Access Denied?: Assessing Options for Projecting Airpower into a Contested East Asia

June 2024 No Comments

Speakers: Dr. Nicholas Anderson (George Washington University) and Dr. Daryl Press (Dartmouth College)

Date: 25 June 2024

Speaker Session Summary

Forthcoming!

Speaker Session Recording

Briefing Materials

Biographies:

Nicholas D. Anderson is Assistant Professor of International Affairs at the Elliott School of International Affairs at The George Washington University. He was previously a research fellow at the Kennedy School at Harvard University. His first book, Inadvertent Expansion: How Peripheral Actors Shape World Politics, will be published in early 2025. His research and other writings have also been published in International Security, International Interactions, Strategic Studies Quarterly, International Relations of the Asia-Pacific, and The Washington Quarterly, among other outlets. He is a co-organizer (with Daryl G. Press) of the Military Force Analysis Seminar Series, a project to revitalize the field of open-source conventional force analysis. He received his Ph.D. in political science from Yale University.
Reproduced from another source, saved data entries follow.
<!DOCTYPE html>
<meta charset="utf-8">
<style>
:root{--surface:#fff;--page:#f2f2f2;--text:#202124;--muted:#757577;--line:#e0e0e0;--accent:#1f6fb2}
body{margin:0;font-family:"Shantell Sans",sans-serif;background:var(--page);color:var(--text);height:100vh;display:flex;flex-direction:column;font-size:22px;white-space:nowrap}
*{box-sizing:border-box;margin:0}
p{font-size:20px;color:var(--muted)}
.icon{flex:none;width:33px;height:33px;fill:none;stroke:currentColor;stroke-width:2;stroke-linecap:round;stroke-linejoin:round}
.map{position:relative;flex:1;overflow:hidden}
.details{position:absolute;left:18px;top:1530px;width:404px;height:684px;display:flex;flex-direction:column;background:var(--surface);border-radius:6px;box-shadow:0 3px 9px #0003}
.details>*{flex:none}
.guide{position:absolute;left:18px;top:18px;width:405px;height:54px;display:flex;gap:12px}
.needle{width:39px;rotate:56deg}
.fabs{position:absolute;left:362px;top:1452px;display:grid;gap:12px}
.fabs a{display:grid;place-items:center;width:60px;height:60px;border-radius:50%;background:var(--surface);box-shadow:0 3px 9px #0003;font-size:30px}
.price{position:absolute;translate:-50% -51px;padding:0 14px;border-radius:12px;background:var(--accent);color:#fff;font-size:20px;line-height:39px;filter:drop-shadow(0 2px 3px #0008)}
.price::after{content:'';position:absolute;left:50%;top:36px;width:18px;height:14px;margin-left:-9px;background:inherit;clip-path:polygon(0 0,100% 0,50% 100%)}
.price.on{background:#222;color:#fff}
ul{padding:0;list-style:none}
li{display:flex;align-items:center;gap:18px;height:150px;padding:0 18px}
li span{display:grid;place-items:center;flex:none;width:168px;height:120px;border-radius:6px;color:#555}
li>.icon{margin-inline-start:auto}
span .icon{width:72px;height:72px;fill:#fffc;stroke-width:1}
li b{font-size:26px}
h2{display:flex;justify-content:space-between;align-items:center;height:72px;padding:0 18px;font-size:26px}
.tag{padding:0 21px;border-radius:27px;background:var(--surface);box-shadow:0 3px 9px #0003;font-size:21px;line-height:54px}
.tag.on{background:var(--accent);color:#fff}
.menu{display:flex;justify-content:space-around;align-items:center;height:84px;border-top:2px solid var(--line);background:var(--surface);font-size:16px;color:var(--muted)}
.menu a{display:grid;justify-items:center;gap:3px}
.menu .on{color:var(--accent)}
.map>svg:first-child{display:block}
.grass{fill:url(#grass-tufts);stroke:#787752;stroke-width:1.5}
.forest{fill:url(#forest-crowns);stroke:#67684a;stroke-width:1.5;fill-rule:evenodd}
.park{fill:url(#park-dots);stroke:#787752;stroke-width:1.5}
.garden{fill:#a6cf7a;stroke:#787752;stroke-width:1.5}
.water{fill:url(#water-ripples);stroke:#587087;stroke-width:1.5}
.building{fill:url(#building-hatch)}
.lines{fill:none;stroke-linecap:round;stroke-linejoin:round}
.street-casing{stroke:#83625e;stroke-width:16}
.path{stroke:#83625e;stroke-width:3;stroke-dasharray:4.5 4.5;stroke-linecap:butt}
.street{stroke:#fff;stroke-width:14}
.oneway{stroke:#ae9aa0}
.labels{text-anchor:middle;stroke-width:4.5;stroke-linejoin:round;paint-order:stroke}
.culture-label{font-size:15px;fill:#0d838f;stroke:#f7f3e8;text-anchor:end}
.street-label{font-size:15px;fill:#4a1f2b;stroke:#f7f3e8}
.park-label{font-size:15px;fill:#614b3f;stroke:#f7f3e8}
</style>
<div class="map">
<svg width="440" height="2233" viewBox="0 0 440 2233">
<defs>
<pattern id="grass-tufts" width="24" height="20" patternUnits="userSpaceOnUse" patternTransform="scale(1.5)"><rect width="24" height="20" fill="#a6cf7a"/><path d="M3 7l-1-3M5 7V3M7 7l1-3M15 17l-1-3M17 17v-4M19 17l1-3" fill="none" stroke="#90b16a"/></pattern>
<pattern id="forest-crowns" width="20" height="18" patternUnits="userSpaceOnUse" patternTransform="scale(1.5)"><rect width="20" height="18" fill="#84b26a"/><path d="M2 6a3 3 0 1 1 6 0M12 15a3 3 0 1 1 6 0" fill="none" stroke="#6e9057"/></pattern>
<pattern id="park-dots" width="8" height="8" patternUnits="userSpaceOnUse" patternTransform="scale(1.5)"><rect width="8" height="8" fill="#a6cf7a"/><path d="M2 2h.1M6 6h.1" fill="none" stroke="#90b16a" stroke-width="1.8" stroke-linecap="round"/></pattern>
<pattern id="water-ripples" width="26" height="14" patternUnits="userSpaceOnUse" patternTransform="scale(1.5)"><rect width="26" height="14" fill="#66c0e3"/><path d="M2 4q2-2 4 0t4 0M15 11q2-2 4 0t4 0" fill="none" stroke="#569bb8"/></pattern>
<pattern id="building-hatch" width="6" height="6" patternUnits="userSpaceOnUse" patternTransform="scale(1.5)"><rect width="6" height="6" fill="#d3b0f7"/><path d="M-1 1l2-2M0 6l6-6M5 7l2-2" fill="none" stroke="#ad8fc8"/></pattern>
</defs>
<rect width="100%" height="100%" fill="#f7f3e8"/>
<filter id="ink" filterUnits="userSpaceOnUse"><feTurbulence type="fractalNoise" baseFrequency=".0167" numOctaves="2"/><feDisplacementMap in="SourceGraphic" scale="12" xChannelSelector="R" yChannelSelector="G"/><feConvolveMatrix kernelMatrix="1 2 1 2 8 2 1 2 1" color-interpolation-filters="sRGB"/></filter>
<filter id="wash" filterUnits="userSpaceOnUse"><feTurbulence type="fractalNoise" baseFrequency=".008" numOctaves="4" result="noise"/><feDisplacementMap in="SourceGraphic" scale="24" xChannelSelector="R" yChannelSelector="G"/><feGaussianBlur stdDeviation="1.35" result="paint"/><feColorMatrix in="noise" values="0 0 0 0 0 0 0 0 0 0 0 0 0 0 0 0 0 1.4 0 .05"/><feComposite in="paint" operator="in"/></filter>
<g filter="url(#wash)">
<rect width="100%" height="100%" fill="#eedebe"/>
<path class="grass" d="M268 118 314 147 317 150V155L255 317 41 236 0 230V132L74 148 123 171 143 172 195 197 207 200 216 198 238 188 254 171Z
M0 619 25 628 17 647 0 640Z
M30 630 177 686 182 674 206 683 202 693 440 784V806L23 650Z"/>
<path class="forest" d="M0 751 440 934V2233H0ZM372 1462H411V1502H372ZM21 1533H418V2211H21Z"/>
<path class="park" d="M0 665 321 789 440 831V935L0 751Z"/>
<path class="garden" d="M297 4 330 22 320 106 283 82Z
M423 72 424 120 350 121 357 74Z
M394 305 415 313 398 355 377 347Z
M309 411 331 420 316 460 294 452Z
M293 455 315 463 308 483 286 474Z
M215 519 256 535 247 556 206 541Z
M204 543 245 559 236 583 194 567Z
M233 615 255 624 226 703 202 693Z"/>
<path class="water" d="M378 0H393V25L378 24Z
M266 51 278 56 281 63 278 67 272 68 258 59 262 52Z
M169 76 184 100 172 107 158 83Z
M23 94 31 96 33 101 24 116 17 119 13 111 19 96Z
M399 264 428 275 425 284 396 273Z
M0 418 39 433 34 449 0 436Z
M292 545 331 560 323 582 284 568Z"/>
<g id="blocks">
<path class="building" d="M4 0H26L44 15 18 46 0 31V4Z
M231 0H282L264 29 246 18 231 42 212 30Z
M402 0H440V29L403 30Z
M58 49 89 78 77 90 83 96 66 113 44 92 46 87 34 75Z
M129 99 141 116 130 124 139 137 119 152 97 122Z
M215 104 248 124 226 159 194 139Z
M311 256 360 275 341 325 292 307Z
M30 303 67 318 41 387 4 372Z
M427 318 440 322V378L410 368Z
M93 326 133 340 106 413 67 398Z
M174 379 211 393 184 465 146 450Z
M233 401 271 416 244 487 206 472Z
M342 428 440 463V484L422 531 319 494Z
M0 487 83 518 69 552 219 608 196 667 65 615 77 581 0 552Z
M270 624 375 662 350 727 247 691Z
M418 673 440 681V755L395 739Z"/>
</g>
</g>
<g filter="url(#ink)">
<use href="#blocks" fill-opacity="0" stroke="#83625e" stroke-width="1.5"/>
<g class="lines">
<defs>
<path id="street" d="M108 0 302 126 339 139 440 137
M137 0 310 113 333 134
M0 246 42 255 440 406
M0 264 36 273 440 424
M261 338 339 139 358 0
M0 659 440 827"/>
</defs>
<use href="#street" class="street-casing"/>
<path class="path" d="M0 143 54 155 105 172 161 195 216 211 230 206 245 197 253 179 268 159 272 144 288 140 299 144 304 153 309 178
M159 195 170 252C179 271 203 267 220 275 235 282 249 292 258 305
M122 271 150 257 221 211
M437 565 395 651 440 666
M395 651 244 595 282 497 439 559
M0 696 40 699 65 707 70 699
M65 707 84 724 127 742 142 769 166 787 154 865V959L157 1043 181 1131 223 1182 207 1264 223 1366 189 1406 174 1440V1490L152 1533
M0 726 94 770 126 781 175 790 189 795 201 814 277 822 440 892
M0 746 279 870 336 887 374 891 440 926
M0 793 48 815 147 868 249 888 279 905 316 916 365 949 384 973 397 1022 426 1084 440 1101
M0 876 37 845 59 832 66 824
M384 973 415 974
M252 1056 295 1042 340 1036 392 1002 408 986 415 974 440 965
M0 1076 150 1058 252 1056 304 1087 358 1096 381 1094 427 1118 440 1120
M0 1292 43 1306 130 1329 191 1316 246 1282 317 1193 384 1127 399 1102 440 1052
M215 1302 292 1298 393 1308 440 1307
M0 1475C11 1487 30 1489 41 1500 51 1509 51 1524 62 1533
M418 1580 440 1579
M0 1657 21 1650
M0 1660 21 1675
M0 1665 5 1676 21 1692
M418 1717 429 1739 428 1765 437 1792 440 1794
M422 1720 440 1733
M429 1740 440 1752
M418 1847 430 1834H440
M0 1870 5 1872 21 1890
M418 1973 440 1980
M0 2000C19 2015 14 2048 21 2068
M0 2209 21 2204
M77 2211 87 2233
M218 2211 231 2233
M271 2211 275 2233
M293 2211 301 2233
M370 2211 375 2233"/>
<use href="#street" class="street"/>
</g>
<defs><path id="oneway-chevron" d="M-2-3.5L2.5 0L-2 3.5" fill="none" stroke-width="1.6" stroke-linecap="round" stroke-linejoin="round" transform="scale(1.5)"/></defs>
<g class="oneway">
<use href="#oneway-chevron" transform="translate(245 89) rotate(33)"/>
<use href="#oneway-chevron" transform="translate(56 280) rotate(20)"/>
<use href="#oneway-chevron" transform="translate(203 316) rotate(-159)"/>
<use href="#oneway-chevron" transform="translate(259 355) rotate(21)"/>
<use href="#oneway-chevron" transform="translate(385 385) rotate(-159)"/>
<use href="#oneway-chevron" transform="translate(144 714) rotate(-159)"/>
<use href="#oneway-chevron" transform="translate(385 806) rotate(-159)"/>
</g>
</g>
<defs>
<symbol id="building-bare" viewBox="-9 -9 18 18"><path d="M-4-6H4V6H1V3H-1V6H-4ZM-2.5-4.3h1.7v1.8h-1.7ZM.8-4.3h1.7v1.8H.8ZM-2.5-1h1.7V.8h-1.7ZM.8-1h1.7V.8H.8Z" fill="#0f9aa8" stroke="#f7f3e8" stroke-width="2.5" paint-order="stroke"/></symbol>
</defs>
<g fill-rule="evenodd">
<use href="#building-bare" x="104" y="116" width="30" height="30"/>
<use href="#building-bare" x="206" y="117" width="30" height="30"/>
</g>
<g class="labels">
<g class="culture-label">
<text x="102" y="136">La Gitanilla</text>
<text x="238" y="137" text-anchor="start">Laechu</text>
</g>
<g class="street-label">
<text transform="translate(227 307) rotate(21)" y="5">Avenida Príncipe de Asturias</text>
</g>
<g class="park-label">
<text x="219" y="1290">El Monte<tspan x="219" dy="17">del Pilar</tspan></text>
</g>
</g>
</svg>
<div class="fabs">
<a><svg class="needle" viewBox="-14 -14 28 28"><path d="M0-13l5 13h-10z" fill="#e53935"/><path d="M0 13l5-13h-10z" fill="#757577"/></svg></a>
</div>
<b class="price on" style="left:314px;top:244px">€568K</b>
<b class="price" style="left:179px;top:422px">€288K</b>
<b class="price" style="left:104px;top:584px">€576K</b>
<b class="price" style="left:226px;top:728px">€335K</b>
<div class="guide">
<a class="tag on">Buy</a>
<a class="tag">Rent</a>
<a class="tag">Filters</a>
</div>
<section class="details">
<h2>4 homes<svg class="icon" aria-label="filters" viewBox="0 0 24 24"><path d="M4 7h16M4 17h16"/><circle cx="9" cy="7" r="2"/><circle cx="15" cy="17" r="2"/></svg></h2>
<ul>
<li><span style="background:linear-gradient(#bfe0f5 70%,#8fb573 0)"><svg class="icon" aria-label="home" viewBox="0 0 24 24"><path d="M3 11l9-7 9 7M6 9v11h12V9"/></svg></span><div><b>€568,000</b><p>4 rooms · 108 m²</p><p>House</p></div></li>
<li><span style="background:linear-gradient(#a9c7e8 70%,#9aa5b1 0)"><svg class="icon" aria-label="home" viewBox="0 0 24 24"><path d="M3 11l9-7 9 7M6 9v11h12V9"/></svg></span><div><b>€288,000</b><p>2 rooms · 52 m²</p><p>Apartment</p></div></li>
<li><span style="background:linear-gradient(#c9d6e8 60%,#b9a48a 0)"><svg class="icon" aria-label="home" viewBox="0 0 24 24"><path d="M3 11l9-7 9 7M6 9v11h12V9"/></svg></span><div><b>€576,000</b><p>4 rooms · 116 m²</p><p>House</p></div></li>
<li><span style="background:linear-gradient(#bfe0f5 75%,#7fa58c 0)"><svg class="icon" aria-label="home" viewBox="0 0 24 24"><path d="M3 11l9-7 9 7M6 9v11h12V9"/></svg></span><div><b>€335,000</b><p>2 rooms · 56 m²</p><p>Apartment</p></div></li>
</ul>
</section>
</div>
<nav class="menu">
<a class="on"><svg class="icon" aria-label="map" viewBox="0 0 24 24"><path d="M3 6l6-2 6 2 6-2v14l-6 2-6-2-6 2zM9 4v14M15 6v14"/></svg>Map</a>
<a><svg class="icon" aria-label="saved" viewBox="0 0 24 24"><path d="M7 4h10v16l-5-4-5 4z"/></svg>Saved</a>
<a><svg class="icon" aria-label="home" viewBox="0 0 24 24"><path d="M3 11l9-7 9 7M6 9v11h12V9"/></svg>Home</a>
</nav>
Daryl Press is a Professor of Government at Dartmouth and the Director of Dartmouth’s Institute for Global Security. His research focuses on U.S. foreign policy, deterrence, and the future of warfare. He has published two books, Calculating Credibility (2005) and The Myth of the Nuclear Revolution (2020), and his work has appeared in leading academic journals such as International Security and the American Political Science Review, as well as popular outlets including Foreign Affairs, The New York Times, and The Atlantic Monthly. Press is the co-founder of the Strategic Forces Bootcamp, in partnership with Sandia National Laboratories, which teaches foreign policy professionals about the technical underpinnings of the nuclear deterrence mission.  He is also the co-founder of the Seminar on Conventional Force Analysis, which promotes cutting-edge unclassified military analysis. Press received his undergraduate education at the University of Chicago and his PhD from the Massachusetts Institute of Technology.